■ Your task ■
Would you count the lines below that contain the string "Sheephill" and reply with that number only?

■ Source data ■
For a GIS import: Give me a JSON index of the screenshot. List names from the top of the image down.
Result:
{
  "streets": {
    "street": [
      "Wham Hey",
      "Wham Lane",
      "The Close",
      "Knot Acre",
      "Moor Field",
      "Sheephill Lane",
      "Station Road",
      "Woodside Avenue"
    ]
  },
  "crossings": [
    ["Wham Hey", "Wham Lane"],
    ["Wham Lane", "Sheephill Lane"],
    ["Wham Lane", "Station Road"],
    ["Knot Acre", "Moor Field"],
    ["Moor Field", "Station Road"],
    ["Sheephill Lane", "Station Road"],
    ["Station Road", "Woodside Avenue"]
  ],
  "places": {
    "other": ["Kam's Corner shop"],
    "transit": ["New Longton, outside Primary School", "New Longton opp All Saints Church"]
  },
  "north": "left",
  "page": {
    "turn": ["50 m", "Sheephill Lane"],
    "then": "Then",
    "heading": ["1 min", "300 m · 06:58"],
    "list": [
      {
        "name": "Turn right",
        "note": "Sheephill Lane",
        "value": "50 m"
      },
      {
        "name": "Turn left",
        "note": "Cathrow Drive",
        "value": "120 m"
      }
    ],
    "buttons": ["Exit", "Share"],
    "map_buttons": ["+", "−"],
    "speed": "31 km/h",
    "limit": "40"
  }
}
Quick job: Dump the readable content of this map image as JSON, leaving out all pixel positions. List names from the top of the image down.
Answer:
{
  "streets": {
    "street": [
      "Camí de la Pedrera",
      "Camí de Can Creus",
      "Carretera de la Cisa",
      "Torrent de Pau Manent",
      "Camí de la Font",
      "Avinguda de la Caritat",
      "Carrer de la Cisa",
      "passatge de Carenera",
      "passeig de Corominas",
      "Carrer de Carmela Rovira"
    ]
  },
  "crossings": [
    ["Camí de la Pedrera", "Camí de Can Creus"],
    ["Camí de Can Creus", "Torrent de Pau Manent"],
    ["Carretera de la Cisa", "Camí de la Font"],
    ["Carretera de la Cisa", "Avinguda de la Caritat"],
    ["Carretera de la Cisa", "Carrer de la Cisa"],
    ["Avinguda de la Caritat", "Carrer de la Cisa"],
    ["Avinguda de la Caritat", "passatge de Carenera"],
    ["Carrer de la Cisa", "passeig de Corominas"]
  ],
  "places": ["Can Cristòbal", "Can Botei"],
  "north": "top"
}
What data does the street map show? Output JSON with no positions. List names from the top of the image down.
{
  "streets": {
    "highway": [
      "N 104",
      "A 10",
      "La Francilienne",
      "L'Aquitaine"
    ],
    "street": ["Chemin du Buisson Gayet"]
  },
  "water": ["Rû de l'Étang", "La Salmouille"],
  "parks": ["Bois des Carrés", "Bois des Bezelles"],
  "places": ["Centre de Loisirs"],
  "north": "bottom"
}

■ Task solution ■
5